As the three men suspected of trying to manipulate the scorelines of football matches await sentencing today after being found guilty of conspiracy to commit bribery, the National Crime Agency has released some interesting detail on the case and explains why it moved to break up the proceedings when it did.
Earlier this week a jury at Birmingham Crown Court found that Chann Sankaran, a Singapore national, and Krishna Ganeshan, a UK national originally from Sri Lanka, were the central conspirators in the match fixing plot, and had recruited Michael Boateng, a player from Conference South team Whitehawk FC, to help them. A fourth man, Hakeem Adelakun, was acquitted. There will be a retrial in respect of a fifth man, on whom the jury was unable to reach a verdict
The NCA investigation into the men’s activities began when the Daily Telegraph presented the agency with evidence from its own undercover investigation. Over a seven day period in November 2013, NCA surveillance of the men provided enough evidence to secure their convictions, despite the failure of their plot to fix a match between AFC Wimbledon and Dagenham & Redbridge on 26 November.
NCA branch commander Richard Warner said: “The Telegraph’s investigation suggested that Sankaran and Ganeshan were coming to the UK intent on fixing football matches. Our priority when they arrived was to determine the extent of their plans and identify any networks they might have had access to.”
Sankaran and Ganeshan flew into Manchester airport on 21 November 2013. The NCA deployed surveillance teams to watch and listen to the men over the following days. Their meetings and conversations built up a picture of a concerted effort by the pair to secure a large sum of investment cash, engage and corrupt footballers to influence the scoreline of matches, and pass information to a wider overseas network to make money by betting on the outcomes.
The pair came under pressure when players failed to show for a meeting with an investor on Friday 22 November. They spent the rest of the weekend ‘frantically’ trying set up another meeting and finally succeeded in arranging one to take place on Monday 25 November in Croydon.
At a Croydon coffee shop, Sankaran and Ganeshan met with Hakeem Adelakun and Michael Boateng of Whitehawk FC, a Conference South team based near Brighton. The investor handed over €60,000 in cash to Sankaran and Ganeshan which, unbeknown to the men, had been marked by the NCA. Shortly after the investor left, the four men reconvened outside some public toilets in Croydon, where Ganeshan and Sankaran gave €450 to the players.

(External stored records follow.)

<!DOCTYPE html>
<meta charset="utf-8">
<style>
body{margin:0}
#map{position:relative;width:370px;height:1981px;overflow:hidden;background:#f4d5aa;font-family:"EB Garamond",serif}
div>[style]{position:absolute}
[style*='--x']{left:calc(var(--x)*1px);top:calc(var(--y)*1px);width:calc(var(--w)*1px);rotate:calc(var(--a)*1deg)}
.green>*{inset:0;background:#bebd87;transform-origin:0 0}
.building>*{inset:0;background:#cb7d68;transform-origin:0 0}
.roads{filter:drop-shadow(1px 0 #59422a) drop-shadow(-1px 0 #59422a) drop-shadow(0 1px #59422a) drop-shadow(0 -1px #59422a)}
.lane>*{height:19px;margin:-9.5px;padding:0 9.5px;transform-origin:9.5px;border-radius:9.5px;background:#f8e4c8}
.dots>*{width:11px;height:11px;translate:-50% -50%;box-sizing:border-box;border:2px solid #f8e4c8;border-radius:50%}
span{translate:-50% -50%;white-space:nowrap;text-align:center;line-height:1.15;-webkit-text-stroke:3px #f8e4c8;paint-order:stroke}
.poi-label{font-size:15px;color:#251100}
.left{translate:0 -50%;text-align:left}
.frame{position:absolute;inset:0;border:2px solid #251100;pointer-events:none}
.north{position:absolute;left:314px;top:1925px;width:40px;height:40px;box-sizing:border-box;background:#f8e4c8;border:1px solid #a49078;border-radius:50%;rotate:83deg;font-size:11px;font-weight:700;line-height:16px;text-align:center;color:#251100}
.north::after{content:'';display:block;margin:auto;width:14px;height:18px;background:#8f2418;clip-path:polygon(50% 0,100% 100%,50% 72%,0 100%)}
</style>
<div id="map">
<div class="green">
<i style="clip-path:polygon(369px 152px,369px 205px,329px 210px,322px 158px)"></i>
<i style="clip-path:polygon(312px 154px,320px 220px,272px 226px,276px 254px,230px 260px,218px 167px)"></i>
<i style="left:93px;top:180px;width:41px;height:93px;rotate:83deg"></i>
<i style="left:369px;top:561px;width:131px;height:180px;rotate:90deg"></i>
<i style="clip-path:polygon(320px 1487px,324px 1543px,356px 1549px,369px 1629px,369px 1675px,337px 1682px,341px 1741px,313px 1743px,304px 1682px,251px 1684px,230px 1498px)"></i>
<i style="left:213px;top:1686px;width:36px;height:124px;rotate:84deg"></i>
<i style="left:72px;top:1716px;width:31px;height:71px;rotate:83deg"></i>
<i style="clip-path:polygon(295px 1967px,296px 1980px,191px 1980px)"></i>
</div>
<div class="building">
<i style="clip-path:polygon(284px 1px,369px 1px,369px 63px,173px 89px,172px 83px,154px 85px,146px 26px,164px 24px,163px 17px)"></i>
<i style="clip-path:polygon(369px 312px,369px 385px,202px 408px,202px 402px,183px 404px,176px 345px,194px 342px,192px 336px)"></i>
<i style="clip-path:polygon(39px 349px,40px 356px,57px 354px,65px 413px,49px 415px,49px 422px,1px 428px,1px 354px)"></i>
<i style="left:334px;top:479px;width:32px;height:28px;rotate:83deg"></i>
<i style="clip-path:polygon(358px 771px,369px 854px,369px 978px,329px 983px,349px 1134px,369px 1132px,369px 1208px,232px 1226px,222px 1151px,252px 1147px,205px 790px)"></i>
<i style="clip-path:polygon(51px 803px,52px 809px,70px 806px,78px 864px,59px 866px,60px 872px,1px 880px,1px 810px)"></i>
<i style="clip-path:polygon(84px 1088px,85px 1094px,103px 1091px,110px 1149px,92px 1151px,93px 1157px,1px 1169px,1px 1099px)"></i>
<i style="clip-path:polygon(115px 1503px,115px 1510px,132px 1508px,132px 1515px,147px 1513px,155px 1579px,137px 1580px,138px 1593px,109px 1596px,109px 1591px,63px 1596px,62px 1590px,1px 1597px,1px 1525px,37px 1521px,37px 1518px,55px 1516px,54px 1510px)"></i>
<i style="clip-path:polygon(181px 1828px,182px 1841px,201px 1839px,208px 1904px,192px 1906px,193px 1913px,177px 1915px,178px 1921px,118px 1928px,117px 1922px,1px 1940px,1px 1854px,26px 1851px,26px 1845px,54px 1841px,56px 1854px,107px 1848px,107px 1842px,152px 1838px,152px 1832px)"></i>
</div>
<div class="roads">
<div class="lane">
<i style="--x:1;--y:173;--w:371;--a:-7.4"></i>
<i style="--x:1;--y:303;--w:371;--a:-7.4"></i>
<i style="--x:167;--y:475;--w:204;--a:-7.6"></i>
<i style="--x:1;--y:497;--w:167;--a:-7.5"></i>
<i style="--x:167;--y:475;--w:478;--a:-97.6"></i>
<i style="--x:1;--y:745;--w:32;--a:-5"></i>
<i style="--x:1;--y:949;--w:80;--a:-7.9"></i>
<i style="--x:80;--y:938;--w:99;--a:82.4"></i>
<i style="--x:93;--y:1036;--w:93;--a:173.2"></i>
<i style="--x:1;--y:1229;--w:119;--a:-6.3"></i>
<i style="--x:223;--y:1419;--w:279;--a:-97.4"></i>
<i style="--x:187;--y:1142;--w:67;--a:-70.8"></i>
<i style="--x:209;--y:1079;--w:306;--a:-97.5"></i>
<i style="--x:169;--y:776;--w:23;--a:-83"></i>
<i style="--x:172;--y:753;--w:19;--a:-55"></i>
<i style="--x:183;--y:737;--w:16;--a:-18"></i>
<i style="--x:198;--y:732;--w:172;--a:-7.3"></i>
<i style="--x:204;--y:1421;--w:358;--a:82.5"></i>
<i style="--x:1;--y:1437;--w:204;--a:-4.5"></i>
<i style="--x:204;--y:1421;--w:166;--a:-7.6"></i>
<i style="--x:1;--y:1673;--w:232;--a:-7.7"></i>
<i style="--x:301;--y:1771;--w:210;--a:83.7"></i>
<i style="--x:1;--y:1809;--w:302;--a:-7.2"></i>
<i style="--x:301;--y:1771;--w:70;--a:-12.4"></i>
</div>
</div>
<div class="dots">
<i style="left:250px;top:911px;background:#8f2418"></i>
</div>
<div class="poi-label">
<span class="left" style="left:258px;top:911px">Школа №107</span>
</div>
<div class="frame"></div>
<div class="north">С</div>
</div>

Back in Manchester the following day and now carrying around a large quantity of Euros, Ganeshan and Sankaran faced the task of exchanging the cash for Sterling without raising suspicion. They visited a number of money exchange bureaux and transferred some of the money overseas.
From that point on there was a clear shift in their plans. They began to focus their efforts on trying to influence the scoreline of a match between AFC Wimbledon and Dagenham Redbridge, due to be played on Tuesday 26 November. They started telephoning contacts overseas with the message that ‘the game is on, we’ll give you the score’.
On the afternoon of 26 November, the pair went to a betting shop in Manchester to place bets on the game themselves – around £1,000 in total, for a League Two match at the other end of the country.
They then caught a train to Euston and went to the AFC Wimbledon ground. At half time, with the score at 0-0, it began to look unlikely that the promised scoreline might materialise. Sankaran left for a local curry house whilst Ganeshan stayed for the second half, joining him at the restaurant shortly before full time when the 1-1 score left no doubt that the plan had failed.
When NCA officers took the decision to go in and arrest Sankaran and Ganeshan the men were carrying over £3,000 in cash between them. Michael Boateng and Hakeem Adelakun were arrested in the following days.
Warner added: “The NCA is in no doubt that Ganeshan and Sankaran were at the very beginning of a concerted attempt to build a network of corrupt players in the UK. Their aim was to influence play so that they could make spot bets and manipulate scorelines to generate large sums of money. They clearly had links to business-like networks overseas.
“This is not sport as a football-loving nation recognises it. It is corruption and bribery linked to serious organised crime, and the NCA is determined to stop criminals benefiting from it. The evidence in corruption cases is often either verbal or visual. Unless you are there when money changes hands, or plans are made, that evidence is gone. We had a vital opportunity here to intervene early, secure the evidence to get convictions, and put a stop to Sankaran’s and Ganeshan’s much wider and more sinister ambitions.”